#### Action item:
The answer must consist of every line below that holds the word "stream".

#### Record excerpts:
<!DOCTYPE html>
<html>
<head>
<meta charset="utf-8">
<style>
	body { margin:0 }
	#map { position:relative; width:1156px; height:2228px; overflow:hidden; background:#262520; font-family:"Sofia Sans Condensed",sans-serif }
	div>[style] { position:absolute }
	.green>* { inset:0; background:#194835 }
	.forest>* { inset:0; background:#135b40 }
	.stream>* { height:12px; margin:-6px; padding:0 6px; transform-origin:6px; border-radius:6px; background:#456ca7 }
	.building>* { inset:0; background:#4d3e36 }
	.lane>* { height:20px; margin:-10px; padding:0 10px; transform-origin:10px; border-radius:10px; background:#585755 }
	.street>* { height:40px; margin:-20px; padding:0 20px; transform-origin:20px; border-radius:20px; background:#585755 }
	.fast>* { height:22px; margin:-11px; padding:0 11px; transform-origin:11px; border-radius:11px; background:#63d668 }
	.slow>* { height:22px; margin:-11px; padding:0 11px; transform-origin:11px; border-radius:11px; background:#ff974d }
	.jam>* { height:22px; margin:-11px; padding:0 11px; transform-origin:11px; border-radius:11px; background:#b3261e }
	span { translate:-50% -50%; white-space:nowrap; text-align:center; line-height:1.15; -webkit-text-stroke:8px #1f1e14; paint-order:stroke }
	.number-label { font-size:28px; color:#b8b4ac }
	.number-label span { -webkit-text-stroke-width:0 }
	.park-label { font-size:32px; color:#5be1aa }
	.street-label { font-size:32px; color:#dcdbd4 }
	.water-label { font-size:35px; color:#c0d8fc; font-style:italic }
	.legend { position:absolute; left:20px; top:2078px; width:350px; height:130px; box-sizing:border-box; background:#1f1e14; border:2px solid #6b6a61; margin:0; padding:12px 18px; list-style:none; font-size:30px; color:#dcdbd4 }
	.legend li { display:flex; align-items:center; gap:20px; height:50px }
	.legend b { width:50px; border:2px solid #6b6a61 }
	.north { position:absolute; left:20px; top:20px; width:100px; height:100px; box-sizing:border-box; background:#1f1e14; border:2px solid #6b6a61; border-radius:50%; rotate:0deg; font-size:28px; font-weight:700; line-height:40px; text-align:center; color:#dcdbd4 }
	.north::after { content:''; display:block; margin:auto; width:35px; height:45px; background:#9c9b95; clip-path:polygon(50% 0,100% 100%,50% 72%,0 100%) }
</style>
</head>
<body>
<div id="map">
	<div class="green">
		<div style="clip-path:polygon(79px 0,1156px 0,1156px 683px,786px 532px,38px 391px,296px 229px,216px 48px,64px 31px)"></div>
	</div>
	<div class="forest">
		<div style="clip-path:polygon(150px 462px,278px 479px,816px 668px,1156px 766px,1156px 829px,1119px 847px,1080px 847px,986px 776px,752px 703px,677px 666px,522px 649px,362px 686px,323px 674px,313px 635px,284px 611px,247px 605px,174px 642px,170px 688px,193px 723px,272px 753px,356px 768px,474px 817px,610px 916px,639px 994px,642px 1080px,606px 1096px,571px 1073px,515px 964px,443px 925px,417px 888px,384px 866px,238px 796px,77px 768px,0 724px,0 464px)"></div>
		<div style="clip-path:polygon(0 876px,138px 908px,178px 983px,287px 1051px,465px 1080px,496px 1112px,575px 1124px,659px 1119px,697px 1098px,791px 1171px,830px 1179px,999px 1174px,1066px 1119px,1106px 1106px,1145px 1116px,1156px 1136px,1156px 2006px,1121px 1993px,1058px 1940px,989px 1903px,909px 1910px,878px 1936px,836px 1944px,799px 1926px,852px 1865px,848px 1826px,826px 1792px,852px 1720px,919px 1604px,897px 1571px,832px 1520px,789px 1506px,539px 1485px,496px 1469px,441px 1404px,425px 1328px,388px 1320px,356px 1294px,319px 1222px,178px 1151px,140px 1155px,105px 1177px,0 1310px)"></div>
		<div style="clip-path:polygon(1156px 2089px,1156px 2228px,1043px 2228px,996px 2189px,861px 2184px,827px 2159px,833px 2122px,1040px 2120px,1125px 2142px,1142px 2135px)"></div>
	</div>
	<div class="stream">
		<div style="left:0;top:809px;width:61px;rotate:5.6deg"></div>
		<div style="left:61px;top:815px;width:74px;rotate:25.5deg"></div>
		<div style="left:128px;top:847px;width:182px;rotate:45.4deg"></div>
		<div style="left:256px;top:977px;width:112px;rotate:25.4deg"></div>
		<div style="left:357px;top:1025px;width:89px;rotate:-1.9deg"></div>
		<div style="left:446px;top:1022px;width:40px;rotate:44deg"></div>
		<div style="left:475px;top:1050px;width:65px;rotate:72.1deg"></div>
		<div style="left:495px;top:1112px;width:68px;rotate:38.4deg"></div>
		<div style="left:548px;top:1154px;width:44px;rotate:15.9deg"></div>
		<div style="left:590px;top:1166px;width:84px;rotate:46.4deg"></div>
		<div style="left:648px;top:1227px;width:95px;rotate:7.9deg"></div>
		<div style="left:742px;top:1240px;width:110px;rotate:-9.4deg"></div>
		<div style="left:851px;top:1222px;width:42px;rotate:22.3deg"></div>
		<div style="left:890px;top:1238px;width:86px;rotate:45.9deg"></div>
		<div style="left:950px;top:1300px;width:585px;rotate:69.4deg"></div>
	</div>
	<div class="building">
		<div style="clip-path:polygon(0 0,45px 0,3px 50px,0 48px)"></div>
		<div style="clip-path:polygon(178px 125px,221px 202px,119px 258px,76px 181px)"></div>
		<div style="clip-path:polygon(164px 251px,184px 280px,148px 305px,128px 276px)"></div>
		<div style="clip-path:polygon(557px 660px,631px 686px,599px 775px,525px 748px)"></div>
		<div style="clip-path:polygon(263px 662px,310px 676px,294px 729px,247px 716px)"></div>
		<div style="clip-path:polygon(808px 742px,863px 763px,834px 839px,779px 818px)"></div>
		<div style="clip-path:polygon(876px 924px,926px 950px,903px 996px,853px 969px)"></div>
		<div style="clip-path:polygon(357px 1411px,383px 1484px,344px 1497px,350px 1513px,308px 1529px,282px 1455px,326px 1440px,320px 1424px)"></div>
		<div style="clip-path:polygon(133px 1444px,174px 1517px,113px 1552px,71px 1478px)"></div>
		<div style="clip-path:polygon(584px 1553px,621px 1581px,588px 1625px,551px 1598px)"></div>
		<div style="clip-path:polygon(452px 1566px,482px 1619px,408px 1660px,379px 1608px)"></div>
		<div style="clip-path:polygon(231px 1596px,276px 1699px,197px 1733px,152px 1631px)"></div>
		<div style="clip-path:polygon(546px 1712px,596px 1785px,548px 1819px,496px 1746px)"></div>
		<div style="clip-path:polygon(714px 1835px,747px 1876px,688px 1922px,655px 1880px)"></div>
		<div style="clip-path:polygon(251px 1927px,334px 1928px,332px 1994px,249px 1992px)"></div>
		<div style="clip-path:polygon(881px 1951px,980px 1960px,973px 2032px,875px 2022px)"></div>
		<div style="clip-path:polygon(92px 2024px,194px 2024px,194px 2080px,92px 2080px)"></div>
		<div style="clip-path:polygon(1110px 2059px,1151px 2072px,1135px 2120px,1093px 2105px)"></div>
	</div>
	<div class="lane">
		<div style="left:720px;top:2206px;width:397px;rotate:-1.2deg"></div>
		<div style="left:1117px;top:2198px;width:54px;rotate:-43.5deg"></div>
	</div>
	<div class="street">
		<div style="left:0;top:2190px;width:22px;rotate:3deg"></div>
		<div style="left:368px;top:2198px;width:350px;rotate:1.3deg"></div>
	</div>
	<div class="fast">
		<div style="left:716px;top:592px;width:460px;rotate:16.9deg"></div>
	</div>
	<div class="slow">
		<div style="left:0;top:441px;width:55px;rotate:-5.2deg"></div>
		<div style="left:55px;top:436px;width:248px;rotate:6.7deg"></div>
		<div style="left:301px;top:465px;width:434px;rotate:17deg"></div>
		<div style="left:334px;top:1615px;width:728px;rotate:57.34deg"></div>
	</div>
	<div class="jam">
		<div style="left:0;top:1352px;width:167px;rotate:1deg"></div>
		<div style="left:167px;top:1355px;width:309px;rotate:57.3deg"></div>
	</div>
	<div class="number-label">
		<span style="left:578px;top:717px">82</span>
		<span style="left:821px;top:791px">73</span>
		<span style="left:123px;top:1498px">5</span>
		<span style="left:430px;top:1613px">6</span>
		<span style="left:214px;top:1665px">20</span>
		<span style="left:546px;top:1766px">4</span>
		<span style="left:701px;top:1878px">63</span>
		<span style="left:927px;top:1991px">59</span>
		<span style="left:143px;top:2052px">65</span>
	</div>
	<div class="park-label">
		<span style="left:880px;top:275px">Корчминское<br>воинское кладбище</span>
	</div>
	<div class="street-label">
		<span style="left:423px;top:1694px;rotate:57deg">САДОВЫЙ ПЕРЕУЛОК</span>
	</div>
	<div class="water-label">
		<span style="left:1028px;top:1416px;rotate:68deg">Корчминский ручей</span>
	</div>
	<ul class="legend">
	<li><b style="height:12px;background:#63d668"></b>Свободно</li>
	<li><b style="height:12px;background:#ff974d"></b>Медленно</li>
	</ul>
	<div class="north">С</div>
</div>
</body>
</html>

#### Task output:
	.stream>* { height:12px; margin:-6px; padding:0 6px; transform-origin:6px; border-radius:6px; background:#456ca7 }
	<div class="stream">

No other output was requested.